(RECORD EXTRACTS begins)
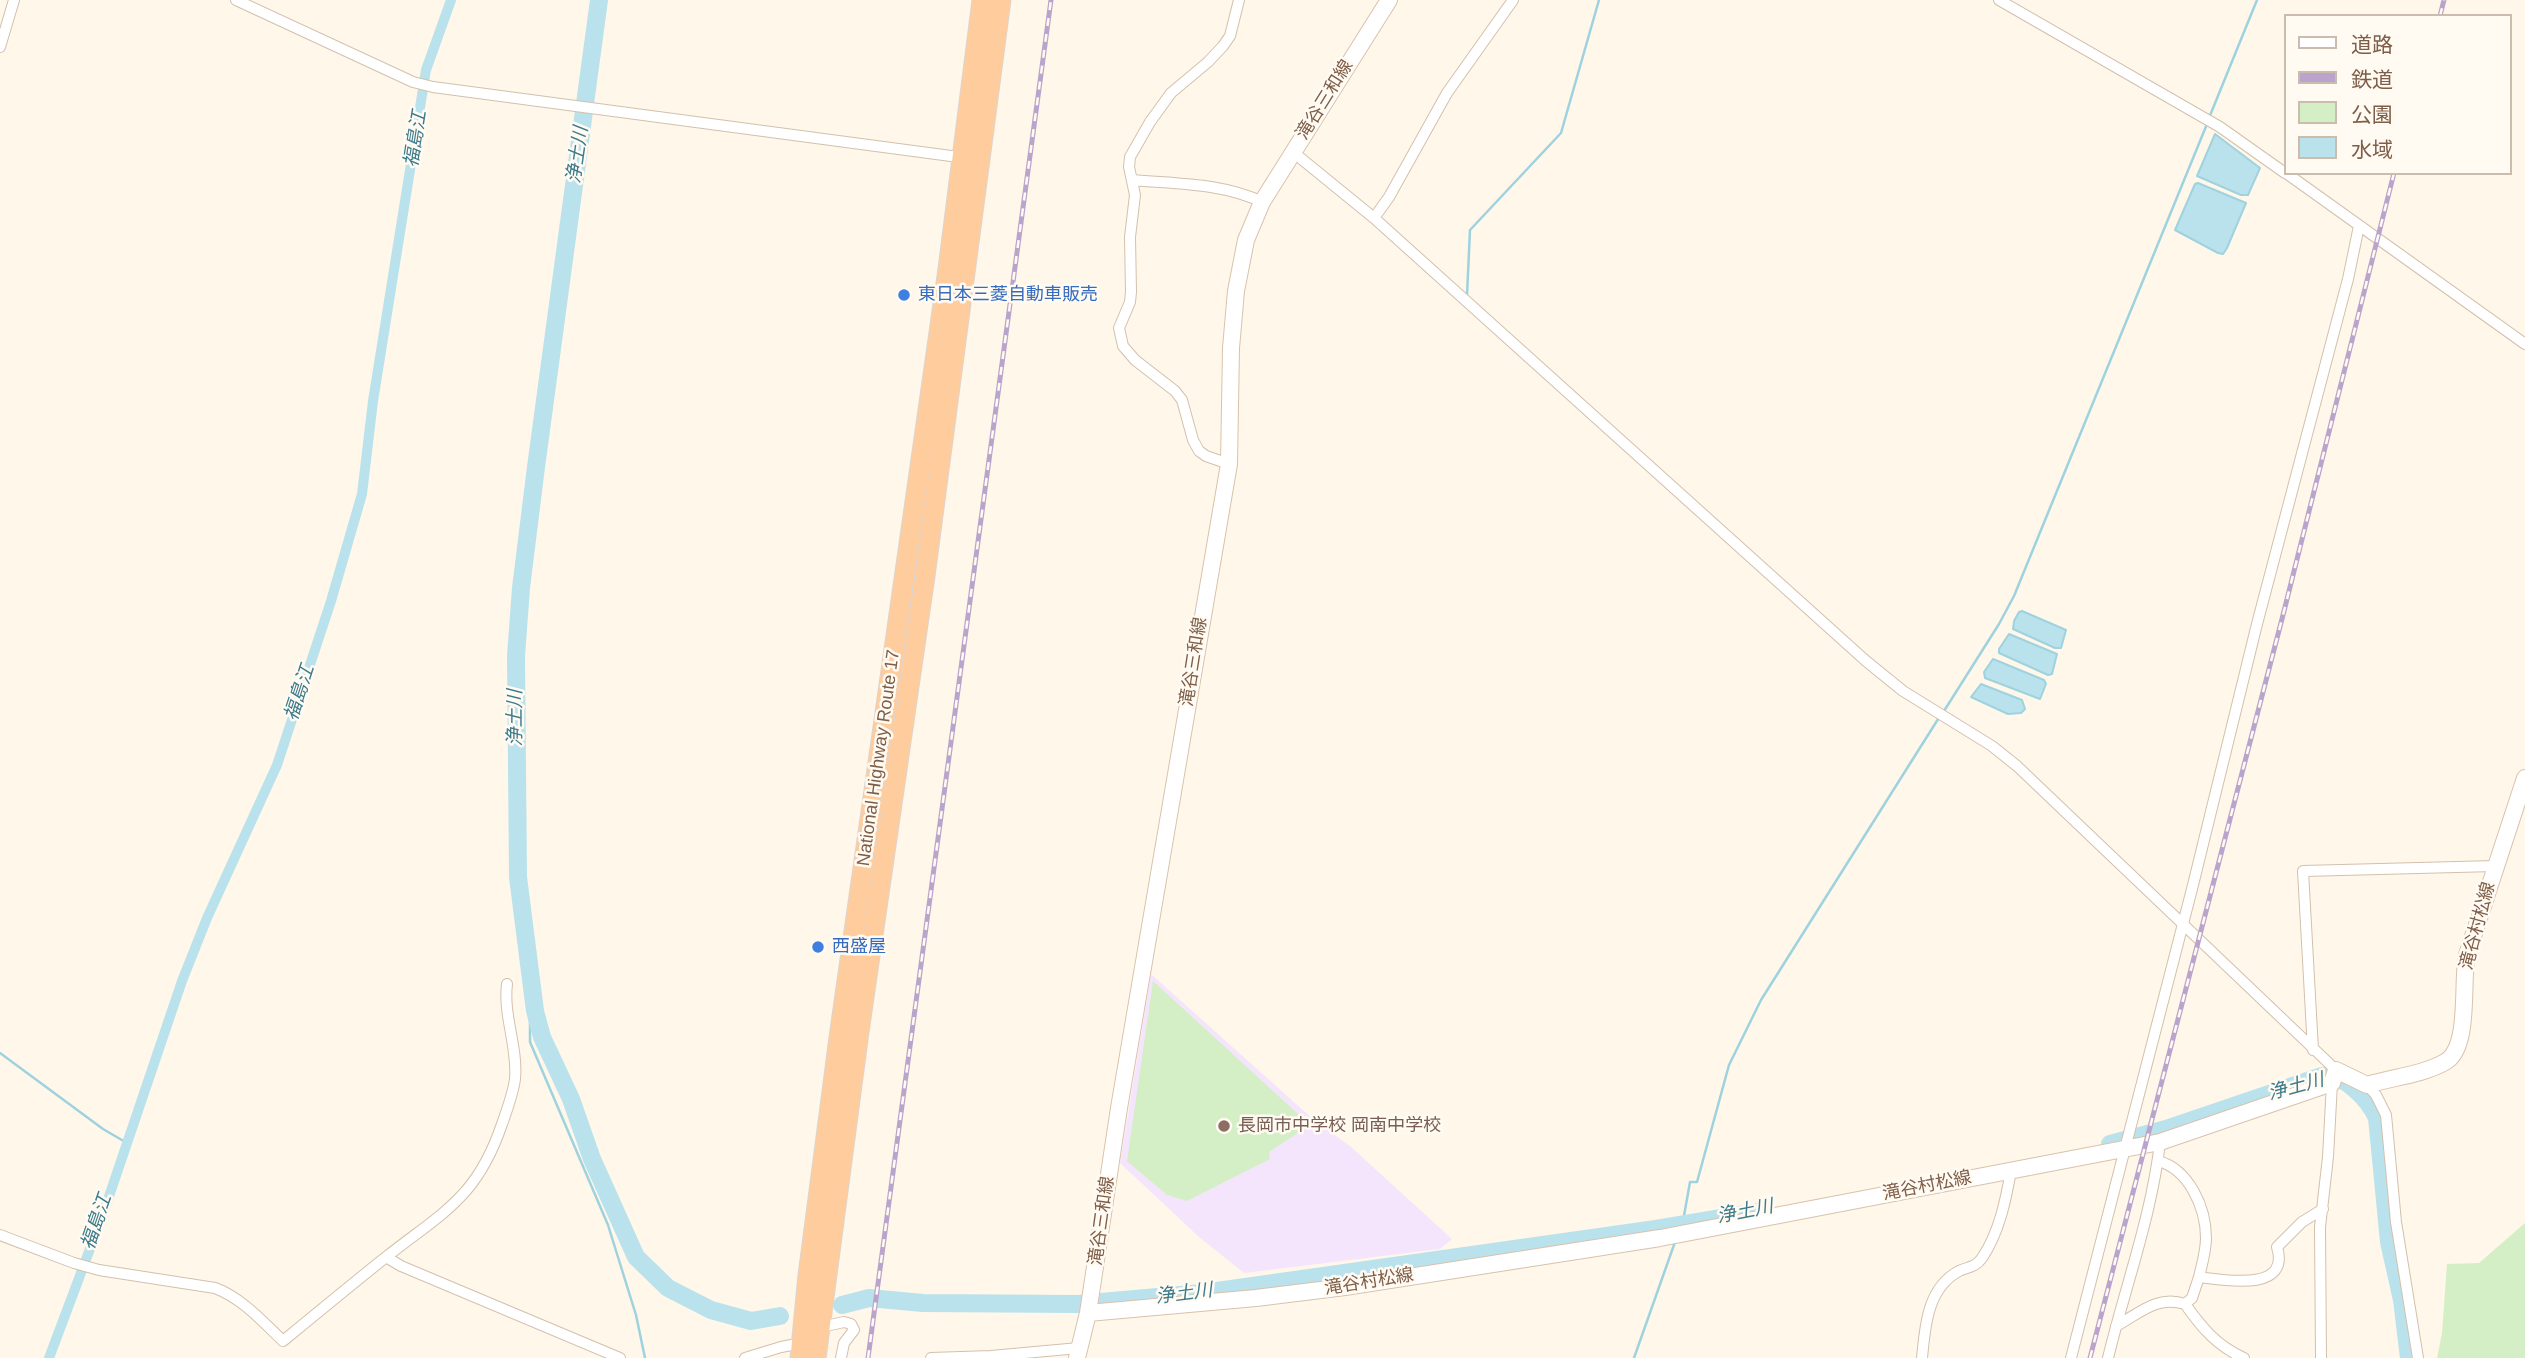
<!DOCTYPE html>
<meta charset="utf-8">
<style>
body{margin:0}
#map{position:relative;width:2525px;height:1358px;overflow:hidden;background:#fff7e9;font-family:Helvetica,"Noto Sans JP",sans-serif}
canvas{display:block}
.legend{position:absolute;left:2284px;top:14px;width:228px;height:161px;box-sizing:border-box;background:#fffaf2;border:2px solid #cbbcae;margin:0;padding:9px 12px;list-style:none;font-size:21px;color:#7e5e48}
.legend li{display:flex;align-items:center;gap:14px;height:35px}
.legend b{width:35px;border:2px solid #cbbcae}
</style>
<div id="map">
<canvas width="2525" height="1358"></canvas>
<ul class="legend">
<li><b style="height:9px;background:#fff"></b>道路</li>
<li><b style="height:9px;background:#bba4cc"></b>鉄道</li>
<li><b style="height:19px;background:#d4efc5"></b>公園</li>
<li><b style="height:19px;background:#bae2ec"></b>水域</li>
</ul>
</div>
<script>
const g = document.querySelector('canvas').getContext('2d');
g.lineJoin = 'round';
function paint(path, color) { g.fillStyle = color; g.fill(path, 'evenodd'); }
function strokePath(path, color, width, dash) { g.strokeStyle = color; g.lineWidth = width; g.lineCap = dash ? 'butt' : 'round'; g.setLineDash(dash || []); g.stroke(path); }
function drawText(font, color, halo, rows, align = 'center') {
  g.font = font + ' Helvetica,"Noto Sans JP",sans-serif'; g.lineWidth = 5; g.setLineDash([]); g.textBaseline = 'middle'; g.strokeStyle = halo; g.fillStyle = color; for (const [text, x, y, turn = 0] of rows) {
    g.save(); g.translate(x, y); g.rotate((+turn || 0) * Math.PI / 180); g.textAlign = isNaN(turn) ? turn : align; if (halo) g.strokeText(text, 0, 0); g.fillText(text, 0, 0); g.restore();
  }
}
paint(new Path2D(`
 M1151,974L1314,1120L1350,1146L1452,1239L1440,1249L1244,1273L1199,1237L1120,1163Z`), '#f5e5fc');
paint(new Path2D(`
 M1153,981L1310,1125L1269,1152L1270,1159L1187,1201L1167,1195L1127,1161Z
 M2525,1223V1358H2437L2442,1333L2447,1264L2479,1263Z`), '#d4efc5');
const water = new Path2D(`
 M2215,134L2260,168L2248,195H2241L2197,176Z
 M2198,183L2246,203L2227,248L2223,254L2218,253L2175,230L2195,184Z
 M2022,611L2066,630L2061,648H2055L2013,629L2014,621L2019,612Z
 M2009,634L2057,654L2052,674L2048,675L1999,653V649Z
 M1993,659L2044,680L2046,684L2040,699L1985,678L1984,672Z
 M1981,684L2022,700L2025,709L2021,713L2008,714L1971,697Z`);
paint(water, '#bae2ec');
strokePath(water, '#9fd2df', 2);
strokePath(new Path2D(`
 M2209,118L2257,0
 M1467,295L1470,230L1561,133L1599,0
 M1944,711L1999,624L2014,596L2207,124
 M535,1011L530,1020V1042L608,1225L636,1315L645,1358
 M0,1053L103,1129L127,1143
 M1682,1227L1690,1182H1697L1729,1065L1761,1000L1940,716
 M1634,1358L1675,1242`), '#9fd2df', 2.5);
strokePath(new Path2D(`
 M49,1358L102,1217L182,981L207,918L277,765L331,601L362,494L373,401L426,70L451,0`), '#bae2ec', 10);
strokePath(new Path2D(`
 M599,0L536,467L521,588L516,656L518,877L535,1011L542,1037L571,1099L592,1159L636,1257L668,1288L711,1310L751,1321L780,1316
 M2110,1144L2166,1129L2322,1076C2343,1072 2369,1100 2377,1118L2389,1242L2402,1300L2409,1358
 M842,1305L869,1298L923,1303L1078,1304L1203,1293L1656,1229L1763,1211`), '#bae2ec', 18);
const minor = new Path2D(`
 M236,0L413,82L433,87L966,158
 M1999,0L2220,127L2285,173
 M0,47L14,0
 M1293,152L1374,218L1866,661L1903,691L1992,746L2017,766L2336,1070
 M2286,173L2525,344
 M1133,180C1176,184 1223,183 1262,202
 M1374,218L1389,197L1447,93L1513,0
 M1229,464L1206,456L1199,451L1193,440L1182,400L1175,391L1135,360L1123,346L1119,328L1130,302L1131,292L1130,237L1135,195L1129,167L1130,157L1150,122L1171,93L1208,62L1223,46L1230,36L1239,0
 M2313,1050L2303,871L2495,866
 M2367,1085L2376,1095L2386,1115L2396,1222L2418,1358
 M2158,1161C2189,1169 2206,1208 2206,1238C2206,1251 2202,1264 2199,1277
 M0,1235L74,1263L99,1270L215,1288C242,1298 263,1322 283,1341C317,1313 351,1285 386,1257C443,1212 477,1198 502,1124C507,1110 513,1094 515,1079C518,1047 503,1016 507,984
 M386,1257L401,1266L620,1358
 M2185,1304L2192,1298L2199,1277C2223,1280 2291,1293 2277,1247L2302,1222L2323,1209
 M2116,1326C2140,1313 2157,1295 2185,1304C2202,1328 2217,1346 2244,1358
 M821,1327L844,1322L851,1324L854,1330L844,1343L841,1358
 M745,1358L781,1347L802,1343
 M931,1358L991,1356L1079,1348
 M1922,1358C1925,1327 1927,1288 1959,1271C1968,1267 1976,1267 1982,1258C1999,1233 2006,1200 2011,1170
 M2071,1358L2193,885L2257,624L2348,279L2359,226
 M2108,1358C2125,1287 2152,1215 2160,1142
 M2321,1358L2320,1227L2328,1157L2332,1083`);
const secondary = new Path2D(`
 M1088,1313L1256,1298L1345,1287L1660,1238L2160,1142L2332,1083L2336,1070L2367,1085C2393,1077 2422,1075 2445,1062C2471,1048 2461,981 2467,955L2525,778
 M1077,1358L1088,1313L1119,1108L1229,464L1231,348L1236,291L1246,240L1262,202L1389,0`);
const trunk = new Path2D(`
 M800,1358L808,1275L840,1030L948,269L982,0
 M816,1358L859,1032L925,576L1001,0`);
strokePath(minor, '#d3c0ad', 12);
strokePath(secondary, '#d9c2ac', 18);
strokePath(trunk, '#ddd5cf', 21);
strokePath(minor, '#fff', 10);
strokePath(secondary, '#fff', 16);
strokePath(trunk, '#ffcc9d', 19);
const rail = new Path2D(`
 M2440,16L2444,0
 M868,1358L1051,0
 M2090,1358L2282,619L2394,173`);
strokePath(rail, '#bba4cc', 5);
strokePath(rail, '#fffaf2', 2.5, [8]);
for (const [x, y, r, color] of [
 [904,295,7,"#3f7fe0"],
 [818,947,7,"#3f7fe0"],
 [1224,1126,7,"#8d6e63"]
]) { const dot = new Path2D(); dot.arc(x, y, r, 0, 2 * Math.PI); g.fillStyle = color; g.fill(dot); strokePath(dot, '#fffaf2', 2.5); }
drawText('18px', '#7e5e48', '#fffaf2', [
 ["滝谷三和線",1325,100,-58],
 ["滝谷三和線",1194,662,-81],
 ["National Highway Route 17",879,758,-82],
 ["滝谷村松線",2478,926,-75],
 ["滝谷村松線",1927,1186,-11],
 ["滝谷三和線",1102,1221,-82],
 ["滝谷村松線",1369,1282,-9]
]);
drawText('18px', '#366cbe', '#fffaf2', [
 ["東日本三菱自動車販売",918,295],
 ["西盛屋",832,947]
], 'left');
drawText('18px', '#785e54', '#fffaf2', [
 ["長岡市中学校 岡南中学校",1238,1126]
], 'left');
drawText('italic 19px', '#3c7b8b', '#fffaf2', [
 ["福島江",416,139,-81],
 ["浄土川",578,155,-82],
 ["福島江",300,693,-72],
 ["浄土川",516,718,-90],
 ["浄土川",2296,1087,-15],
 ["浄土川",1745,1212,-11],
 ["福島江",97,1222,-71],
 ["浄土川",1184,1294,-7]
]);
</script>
(RECORD EXTRACTS ends)
Make an exact copy of every line from the one with "M745,1358L781,1347L802,1343" to the end of the data, with the first and last of those lines included.

 M745,1358L781,1347L802,1343
 M931,1358L991,1356L1079,1348
 M1922,1358C1925,1327 1927,1288 1959,1271C1968,1267 1976,1267 1982,1258C1999,1233 2006,1200 2011,1170
 M2071,1358L2193,885L2257,624L2348,279L2359,226
 M2108,1358C2125,1287 2152,1215 2160,1142
 M2321,1358L2320,1227L2328,1157L2332,1083`);
const secondary = new Path2D(`
 M1088,1313L1256,1298L1345,1287L1660,1238L2160,1142L2332,1083L2336,1070L2367,1085C2393,1077 2422,1075 2445,1062C2471,1048 2461,981 2467,955L2525,778
 M1077,1358L1088,1313L1119,1108L1229,464L1231,348L1236,291L1246,240L1262,202L1389,0`);
const trunk = new Path2D(`
 M800,1358L808,1275L840,1030L948,269L982,0
 M816,1358L859,1032L925,576L1001,0`);
strokePath(minor, '#d3c0ad', 12);
strokePath(secondary, '#d9c2ac', 18);
strokePath(trunk, '#ddd5cf', 21);
strokePath(minor, '#fff', 10);
strokePath(secondary, '#fff', 16);
strokePath(trunk, '#ffcc9d', 19);
const rail = new Path2D(`
 M2440,16L2444,0
 M868,1358L1051,0
 M2090,1358L2282,619L2394,173`);
strokePath(rail, '#bba4cc', 5);
strokePath(rail, '#fffaf2', 2.5, [8]);
for (const [x, y, r, color] of [
 [904,295,7,"#3f7fe0"],
 [818,947,7,"#3f7fe0"],
 [1224,1126,7,"#8d6e63"]
]) { const dot = new Path2D(); dot.arc(x, y, r, 0, 2 * Math.PI); g.fillStyle = color; g.fill(dot); strokePath(dot, '#fffaf2', 2.5); }
drawText('18px', '#7e5e48', '#fffaf2', [
 ["滝谷三和線",1325,100,-58],
 ["滝谷三和線",1194,662,-81],
 ["National Highway Route 17",879,758,-82],
 ["滝谷村松線",2478,926,-75],
 ["滝谷村松線",1927,1186,-11],
 ["滝谷三和線",1102,1221,-82],
 ["滝谷村松線",1369,1282,-9]
]);
drawText('18px', '#366cbe', '#fffaf2', [
 ["東日本三菱自動車販売",918,295],
 ["西盛屋",832,947]
], 'left');
drawText('18px', '#785e54', '#fffaf2', [
 ["長岡市中学校 岡南中学校",1238,1126]
], 'left');
drawText('italic 19px', '#3c7b8b', '#fffaf2', [
 ["福島江",416,139,-81],
 ["浄土川",578,155,-82],
 ["福島江",300,693,-72],
 ["浄土川",516,718,-90],
 ["浄土川",2296,1087,-15],
 ["浄土川",1745,1212,-11],
 ["福島江",97,1222,-71],
 ["浄土川",1184,1294,-7]
]);
</script>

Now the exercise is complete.